Maine Lobstermen’s Association Files Opening Brief in Appeal of Burdensome Federal Regulations

 

WASHINGTON, D.C. Nov. 10, 2022 – The fight to save Maine’s iconic lobster industry has reached the U.S. Court of Appeals for the D.C. Circuit, as the Maine Lobstermen’s Association (MLA) filed its opening brief in a challenge to the federal regulations poised to crush workaday fishermen.

The National Marine Fisheries Service (NMFS) is implementing a rule that requires fishermen to reduce the risk of right whale entanglement with lobster gear by 98 percent. The overwhelming majority of Maine lobstermen are unable to afford compliance with the draconian risk reduction plan, that according to the NMFS, will not even recover the whale population. The plan will likely result in a corporate takeover of the remnants of Maine’s fishery, destroying the culture, charm, and most importantly, the families and communities who have responsibly fished Maine lobsters for generations.

“Maine’s lobster industry brings in hundreds of millions of dollars in revenue each year, supports thousands of jobs, and single-handedly sustains dozens of coastal communities in the Nation’s most rural state,” the brief reads. “The Supreme Court has already held—unanimously, no less—that a central purpose of the [Endangered Species Act] provision at issue ‘is to avoid needless economic dislocation produced by agency officials zealously but unintelligently pursuing their environmental objectives.’ This Court should heed that admonition and preserve a national icon.”

The brief explains that the law requires the NMFS to use the best scientific and commercial data available and ensure only that the lobstermen are not likely to jeopardize the right whale population. Instead, the agency skewed the evidence and catastrophized. Regulators relied on worst case scenarios and assumptions unsupported by their own data to impose a risk reduction plan that poses an existential threat to a classic American trade.

There is no physical evidence that Maine’s lobstermen are a threat to right whales. Lobstermen have implemented measures to protect whales from lobster gear for more than two decades. Their safety record is spotless – as the brief notes, there has never been a documented whale fatality due to Maine’s fleet, and the last documented instance of a right whale entanglement involving Maine lobster gear was in 2004, and that entanglement occurred years before lobstermen further enhanced their safety measures and climate change prompted whales to migrate away from Maine waters

See the attached fact sheet for key excerpts from the brief.
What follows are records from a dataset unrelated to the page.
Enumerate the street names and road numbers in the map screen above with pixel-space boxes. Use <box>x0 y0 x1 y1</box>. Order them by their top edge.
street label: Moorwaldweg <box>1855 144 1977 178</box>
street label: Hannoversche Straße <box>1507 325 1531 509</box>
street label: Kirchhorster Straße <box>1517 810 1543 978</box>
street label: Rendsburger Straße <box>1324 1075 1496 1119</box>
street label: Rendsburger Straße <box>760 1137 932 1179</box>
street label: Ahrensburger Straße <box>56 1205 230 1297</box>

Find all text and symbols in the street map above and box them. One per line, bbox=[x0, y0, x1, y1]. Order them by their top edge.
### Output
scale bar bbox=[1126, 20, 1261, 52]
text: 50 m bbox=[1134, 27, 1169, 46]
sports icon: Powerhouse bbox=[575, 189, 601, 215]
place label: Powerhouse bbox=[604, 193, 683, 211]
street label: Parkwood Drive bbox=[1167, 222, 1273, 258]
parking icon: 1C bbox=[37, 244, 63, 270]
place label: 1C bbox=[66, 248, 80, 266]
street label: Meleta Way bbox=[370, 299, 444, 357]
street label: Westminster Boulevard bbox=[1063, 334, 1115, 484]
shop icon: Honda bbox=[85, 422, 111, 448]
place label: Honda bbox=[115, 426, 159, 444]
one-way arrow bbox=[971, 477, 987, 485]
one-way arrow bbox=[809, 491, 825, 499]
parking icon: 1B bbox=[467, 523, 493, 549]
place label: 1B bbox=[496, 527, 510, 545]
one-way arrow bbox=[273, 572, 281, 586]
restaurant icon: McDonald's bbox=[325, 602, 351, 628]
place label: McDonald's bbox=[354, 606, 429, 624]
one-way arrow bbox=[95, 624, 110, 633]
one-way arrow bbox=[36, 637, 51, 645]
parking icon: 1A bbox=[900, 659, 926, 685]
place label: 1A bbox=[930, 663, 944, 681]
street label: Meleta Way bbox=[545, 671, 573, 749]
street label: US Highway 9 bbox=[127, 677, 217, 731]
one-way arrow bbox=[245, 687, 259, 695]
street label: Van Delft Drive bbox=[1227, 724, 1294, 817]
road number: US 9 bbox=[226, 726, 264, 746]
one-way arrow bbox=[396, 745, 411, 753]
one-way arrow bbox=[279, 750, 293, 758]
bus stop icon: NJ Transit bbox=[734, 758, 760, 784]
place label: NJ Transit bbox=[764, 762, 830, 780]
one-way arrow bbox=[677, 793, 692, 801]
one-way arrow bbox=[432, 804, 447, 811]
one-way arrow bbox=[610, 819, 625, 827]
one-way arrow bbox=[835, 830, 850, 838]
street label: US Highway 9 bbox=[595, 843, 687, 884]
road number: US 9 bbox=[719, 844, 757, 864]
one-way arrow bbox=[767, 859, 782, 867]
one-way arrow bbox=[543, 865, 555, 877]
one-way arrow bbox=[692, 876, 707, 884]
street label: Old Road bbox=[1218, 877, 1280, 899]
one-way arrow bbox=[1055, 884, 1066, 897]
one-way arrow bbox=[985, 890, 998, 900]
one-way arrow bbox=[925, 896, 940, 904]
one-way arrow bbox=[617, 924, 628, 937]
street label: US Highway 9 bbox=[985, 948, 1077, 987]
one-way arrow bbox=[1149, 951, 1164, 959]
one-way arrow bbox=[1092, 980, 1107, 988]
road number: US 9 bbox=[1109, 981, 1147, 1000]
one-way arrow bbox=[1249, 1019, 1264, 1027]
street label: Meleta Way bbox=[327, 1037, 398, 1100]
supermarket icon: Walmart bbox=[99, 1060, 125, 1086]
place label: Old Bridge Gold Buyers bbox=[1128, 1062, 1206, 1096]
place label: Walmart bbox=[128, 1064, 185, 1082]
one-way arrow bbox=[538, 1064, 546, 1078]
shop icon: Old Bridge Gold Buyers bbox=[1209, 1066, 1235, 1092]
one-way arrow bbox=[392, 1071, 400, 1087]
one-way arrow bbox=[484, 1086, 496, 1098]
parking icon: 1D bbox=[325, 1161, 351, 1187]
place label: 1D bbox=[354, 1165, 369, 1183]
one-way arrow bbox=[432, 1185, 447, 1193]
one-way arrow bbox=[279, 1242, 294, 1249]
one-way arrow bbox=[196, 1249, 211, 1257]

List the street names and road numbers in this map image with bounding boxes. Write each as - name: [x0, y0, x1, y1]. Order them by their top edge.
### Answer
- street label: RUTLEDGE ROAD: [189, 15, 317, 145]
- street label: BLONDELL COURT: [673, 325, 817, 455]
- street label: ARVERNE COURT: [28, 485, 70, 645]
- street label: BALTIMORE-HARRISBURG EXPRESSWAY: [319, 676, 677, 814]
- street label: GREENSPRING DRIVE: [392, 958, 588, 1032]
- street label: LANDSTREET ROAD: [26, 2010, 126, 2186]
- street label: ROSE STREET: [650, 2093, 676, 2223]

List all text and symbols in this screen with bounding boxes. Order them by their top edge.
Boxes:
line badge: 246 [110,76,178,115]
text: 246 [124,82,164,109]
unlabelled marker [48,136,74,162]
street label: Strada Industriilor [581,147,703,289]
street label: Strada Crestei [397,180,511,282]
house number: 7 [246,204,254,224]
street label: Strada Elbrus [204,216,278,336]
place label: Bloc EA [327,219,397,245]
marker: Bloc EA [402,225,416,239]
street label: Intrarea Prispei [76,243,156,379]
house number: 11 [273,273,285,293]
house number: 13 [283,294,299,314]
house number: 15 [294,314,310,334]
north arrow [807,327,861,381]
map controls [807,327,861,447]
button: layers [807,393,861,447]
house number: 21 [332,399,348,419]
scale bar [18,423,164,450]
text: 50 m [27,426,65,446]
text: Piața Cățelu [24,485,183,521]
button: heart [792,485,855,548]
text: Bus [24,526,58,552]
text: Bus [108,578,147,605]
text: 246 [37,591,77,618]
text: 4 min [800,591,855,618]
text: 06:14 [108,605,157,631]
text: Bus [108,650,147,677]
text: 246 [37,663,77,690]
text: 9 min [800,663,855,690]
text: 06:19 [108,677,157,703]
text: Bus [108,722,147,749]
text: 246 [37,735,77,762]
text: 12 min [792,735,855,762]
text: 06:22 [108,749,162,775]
Below please find key excerpts from the MLA’s opening brief in the D.C. Circuit.
The government’s response is due on Dec. 20. The PACER case number is 22-5238.
 “No legislation, including the ESA, pursues its purposes at all costs. That much is
confirmed by §7(a)(2) of the ESA, which requires federal agencies to review the best
scientific and commercial data and ensure only that their actions are not likely to
jeopardize a listed species—not to place a thumb on the scale ‘in favor of the species’ and
to guard against jeopardy even in the most unlikely of scenarios.” (ps. 27-28)
o “The relevant text of the ESA explains that NMFS must focus on probable
scenarios as revealed by the best available data, not the most improbable
scenarios that emerge after applying a substantive presumption ‘in favor of the
species.’”
o “The agency’s error here is glaring. After all, NMFS concededly never focused
on what would ‘likely’ occur to the right whale if it continued to authorize the
American lobster fishery. Instead, NMFS focused on ‘worst case scenarios’ that
it conceded would ‘very likely’ never occur.” (see p. 35 for citations to NMFS
materials)

 “NMFS imposed radical change to existing conservation restrictions on the American
lobster fishery without meaningfully testing their necessity or proportionality as Congress
required.” (p. 45)
o “NMFS simply assumed on the front end of the process that economically
debilitating conservation restrictions on the lobster fishery are necessary and then
generated a biological opinion that did nothing but confirm that those extreme
restrictions—untested for reasonableness or prudence—would not jeopardize the
right whale. That approach makes a mockery of the congressional scheme, as it
allows NMFS to entirely sidestep questions about whether the conservation
framework is necessary to avoid likely jeopardy, a ‘reasonable and prudent
alternative’ or a ‘reasonable and prudent measure.’” (p. 47)
o Just like any administrative agency, NMFS…must point to explicit congressional
authority to justify its conduct. Thus, rather than ask whether any statute limits
NMFS’ authority to include needless and economically ruinous conservation
requirements in its proposed action, the district court should have asked whether
any statute authorized it to do so. No such statute exists.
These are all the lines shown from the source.